Statut très lucratif

La longévité de Boris Johnson en tant que député n’est cependant pas assurée et il pourrait choisir de s’en aller pour échapper à l’enquête parlementaire qui plane sur son avenir. Celle-ci vise à déterminer s’il a menti au Parlement en disant qu’il n’était pas au courant des fêtes organisées dans ses bureaux en pleine pandémie. S’il reste, et est jugé coupable, il risque une suspension de son poste à la Chambre des communes, qui pourrait déboucher sur une élection dans sa circonscription d’Uxbridge où sa majorité de 7 000 voix reste fragile. Ses alliés, qui ont lancé cet été une pétition pour le garder à son poste, tentent de discréditer l’enquête pendant que d’autres complotent pour organiser un vote de défiance à l’égard de Truss au plus vite.
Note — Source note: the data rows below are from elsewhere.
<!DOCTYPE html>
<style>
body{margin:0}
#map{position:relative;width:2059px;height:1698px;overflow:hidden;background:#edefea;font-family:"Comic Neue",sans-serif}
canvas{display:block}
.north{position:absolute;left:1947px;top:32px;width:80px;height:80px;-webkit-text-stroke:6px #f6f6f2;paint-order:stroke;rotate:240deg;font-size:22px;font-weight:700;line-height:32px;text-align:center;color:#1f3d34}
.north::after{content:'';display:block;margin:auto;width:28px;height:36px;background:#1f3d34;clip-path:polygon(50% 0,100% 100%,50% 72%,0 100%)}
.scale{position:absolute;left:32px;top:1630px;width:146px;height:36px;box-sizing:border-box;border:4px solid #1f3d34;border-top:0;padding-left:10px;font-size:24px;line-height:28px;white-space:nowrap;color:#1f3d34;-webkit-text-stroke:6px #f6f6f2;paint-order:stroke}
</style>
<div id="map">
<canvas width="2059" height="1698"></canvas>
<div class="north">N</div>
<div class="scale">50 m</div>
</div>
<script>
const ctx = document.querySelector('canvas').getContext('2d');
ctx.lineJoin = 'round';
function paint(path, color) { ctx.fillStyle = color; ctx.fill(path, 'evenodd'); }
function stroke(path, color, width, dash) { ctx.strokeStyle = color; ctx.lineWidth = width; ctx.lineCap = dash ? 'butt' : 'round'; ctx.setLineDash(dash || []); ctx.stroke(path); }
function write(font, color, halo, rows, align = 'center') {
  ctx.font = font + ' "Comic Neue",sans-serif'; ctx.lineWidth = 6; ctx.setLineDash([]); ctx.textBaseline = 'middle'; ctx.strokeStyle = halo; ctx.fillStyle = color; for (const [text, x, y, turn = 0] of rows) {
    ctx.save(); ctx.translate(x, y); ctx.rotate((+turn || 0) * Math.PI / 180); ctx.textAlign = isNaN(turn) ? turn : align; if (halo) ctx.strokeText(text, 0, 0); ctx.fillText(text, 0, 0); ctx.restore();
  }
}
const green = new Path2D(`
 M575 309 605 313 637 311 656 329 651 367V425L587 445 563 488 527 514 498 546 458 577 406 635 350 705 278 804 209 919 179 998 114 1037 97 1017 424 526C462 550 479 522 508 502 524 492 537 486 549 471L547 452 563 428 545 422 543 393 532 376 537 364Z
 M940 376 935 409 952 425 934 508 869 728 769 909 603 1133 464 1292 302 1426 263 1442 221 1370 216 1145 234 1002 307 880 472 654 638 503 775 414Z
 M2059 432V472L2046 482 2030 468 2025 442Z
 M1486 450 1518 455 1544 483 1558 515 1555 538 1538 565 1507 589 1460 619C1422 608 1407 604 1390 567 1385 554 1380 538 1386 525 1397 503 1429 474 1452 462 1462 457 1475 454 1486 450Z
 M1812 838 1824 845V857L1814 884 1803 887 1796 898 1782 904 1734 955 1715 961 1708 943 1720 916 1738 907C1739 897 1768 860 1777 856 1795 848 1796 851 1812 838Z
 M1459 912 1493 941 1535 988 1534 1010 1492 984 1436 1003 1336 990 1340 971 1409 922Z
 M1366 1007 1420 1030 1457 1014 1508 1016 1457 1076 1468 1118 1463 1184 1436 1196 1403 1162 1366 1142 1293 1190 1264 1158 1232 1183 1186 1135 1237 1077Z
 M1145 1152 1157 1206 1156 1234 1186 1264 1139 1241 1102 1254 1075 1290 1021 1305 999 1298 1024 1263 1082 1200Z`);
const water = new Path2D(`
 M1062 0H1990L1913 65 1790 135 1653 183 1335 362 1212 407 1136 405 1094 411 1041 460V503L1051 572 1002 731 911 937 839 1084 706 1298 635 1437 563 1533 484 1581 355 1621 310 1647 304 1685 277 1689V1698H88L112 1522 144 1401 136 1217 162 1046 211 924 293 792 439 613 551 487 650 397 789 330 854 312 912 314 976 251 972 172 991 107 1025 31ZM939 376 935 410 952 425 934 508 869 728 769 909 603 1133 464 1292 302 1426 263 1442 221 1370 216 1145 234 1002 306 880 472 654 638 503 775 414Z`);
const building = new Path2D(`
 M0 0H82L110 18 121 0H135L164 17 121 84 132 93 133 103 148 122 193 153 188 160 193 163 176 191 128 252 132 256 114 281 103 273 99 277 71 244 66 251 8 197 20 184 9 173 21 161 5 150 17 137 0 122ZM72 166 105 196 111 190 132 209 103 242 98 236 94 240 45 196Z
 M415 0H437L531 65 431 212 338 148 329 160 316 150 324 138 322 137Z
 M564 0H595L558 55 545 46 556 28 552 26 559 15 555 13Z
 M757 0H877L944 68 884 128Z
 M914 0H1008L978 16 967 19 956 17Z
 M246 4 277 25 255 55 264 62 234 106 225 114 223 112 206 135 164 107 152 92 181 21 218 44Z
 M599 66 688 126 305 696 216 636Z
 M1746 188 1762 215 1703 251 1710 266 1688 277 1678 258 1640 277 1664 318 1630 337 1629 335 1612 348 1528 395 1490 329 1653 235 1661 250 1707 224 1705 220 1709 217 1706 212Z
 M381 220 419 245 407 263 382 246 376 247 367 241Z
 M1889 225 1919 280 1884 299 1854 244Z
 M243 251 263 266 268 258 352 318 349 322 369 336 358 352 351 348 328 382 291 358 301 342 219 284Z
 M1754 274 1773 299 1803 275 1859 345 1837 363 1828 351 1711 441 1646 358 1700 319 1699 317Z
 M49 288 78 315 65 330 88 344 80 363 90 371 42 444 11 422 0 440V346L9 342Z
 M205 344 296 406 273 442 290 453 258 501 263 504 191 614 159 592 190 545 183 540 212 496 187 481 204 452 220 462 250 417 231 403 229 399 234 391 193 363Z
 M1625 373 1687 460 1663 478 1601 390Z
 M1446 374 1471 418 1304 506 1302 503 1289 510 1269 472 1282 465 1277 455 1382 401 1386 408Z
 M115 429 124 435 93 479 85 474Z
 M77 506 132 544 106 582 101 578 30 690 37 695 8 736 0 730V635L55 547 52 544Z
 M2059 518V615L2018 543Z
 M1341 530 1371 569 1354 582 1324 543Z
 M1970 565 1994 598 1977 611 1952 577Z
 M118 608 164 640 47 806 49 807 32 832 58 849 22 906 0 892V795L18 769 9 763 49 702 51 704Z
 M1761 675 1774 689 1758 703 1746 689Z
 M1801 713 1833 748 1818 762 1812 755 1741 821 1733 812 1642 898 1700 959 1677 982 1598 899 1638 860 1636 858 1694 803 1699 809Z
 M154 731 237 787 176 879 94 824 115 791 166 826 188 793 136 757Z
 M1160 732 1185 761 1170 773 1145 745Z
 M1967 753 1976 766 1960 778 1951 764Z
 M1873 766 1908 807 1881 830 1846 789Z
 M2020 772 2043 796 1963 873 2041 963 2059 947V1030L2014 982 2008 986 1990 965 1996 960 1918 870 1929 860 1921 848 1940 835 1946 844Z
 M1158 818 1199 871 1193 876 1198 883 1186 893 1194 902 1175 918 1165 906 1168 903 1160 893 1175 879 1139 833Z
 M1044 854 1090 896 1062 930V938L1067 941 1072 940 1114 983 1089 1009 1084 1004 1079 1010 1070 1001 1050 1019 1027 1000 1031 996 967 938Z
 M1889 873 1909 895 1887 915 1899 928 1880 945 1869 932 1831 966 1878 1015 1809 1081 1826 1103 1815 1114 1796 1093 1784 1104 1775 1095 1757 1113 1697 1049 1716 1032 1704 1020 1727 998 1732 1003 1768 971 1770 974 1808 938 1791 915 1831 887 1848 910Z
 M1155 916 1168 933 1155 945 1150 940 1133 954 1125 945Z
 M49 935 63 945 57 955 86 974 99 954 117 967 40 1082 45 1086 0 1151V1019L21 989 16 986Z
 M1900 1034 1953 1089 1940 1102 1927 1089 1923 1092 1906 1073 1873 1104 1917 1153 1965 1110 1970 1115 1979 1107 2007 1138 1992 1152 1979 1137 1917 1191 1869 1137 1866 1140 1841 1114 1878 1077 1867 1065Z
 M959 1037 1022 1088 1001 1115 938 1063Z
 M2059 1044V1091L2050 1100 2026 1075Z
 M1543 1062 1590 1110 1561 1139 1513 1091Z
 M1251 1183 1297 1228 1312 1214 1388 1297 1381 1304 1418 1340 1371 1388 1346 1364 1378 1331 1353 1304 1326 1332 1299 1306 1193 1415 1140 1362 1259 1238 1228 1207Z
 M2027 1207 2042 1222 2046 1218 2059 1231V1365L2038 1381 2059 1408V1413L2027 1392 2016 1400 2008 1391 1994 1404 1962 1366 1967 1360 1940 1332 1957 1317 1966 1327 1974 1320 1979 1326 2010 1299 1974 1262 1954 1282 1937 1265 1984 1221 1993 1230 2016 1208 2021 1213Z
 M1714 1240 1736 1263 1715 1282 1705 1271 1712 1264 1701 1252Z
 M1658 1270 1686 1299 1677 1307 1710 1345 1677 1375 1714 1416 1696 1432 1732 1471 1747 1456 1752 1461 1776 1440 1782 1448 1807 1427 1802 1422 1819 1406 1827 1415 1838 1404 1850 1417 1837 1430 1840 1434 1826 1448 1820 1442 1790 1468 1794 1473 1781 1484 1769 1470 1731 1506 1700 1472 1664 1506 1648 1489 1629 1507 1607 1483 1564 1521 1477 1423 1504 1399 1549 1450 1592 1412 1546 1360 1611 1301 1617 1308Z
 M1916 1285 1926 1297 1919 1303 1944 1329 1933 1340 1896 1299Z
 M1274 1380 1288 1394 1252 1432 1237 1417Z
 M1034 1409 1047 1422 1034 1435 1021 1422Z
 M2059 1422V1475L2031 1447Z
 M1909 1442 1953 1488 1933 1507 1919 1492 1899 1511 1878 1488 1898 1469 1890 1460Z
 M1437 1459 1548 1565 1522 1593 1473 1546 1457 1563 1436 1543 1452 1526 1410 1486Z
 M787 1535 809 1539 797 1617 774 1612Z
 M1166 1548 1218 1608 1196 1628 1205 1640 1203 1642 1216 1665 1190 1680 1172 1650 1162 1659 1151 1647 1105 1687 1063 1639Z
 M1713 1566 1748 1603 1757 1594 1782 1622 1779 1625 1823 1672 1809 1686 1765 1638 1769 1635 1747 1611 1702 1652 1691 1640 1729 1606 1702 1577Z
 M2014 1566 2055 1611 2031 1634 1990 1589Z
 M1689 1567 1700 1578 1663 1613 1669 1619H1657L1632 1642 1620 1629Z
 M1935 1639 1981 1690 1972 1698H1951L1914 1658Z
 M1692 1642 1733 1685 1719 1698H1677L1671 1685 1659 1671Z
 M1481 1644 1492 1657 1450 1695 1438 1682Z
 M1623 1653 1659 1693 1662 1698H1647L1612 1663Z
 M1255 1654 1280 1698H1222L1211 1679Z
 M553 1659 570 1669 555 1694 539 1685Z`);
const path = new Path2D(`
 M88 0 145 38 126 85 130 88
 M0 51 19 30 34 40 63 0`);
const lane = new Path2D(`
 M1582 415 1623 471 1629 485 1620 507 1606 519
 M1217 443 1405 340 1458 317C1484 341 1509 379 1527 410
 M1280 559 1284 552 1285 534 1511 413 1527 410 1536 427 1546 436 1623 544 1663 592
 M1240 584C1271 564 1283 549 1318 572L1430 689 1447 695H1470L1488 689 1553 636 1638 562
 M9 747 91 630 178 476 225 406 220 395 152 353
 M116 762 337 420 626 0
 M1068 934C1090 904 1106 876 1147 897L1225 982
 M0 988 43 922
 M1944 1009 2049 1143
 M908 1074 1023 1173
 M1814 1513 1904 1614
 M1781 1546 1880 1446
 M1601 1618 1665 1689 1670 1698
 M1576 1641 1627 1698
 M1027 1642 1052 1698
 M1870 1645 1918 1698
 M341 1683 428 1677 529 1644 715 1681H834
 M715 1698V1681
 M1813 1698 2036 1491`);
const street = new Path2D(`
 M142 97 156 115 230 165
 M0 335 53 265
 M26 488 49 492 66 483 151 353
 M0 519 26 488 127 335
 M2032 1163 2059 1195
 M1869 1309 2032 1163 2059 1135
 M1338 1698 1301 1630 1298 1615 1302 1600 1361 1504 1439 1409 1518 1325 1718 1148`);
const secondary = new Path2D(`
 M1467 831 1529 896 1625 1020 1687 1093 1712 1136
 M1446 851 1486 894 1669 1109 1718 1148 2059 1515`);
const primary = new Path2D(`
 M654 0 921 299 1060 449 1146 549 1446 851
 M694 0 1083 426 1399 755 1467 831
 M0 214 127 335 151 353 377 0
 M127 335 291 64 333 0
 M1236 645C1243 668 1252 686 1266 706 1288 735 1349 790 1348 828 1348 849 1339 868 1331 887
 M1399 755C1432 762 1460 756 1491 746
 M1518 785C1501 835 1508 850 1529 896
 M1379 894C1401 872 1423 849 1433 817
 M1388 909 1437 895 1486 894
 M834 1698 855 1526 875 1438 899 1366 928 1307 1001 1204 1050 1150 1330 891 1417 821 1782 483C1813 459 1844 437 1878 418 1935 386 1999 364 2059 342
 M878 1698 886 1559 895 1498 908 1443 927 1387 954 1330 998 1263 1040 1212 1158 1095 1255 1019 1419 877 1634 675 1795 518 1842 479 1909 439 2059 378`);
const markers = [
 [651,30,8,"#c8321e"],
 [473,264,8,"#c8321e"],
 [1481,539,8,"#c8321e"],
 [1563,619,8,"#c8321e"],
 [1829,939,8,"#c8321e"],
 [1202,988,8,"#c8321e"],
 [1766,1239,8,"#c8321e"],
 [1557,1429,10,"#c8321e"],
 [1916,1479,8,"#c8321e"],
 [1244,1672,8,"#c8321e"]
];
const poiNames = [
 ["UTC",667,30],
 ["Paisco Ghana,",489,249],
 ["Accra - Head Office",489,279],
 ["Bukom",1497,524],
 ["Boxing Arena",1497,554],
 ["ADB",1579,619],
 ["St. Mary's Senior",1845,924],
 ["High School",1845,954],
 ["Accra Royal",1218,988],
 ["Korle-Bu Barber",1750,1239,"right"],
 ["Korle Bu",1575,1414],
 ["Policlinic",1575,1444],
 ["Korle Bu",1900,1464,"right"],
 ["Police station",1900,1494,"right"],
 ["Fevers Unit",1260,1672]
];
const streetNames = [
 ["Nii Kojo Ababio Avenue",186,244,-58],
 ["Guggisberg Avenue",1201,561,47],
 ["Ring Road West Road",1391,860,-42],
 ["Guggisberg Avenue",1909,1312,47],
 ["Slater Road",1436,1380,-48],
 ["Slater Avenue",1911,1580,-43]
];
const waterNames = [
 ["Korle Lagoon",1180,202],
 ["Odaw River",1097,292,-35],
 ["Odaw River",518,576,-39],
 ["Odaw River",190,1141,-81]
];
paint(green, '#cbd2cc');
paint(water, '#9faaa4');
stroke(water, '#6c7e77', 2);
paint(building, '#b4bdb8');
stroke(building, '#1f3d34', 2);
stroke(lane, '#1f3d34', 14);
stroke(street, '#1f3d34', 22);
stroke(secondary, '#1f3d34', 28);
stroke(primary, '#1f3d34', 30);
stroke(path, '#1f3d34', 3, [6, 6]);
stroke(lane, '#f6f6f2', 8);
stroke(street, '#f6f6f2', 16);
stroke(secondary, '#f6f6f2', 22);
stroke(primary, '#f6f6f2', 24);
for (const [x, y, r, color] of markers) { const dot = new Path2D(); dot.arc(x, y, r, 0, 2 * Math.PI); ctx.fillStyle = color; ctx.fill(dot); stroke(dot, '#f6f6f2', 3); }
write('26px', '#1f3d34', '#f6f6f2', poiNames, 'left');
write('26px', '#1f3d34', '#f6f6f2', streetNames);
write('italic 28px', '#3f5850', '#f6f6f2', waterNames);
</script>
En attendant, comme bien d’autres avant lui, Boris Johnson va profiter du statut très lucratif d’ex-Premier ministre pour éponger les dettes contractées ces trois dernières années. Il pourra reprendre sa carrière médiatique, et pourquoi pas, sa chronique hebdomadaire à 275 000 livres (319 000 euros) par an dans le Daily Telegraph. Il se verra certainement offrir des opportunités de conférences dans le monde entier – Tony Blair était ainsi devenu un des orateurs les mieux payés au monde quelques mois après sa démission, quand David Cameron empochait 10 millions de livres pour deux années de travail à mi-temps en tant que conseiller dans le privé. Le but reste toutefois, selon ses proches, de ne pas se fermer de portes, et surtout pas celles du pouvoir. En effet, lors de son dernier discours au Parlement, Boris Johnson concluait ses adieux par la célèbre réplique de Terminator : «Hasta la vista, baby.» A la prochaine, donc.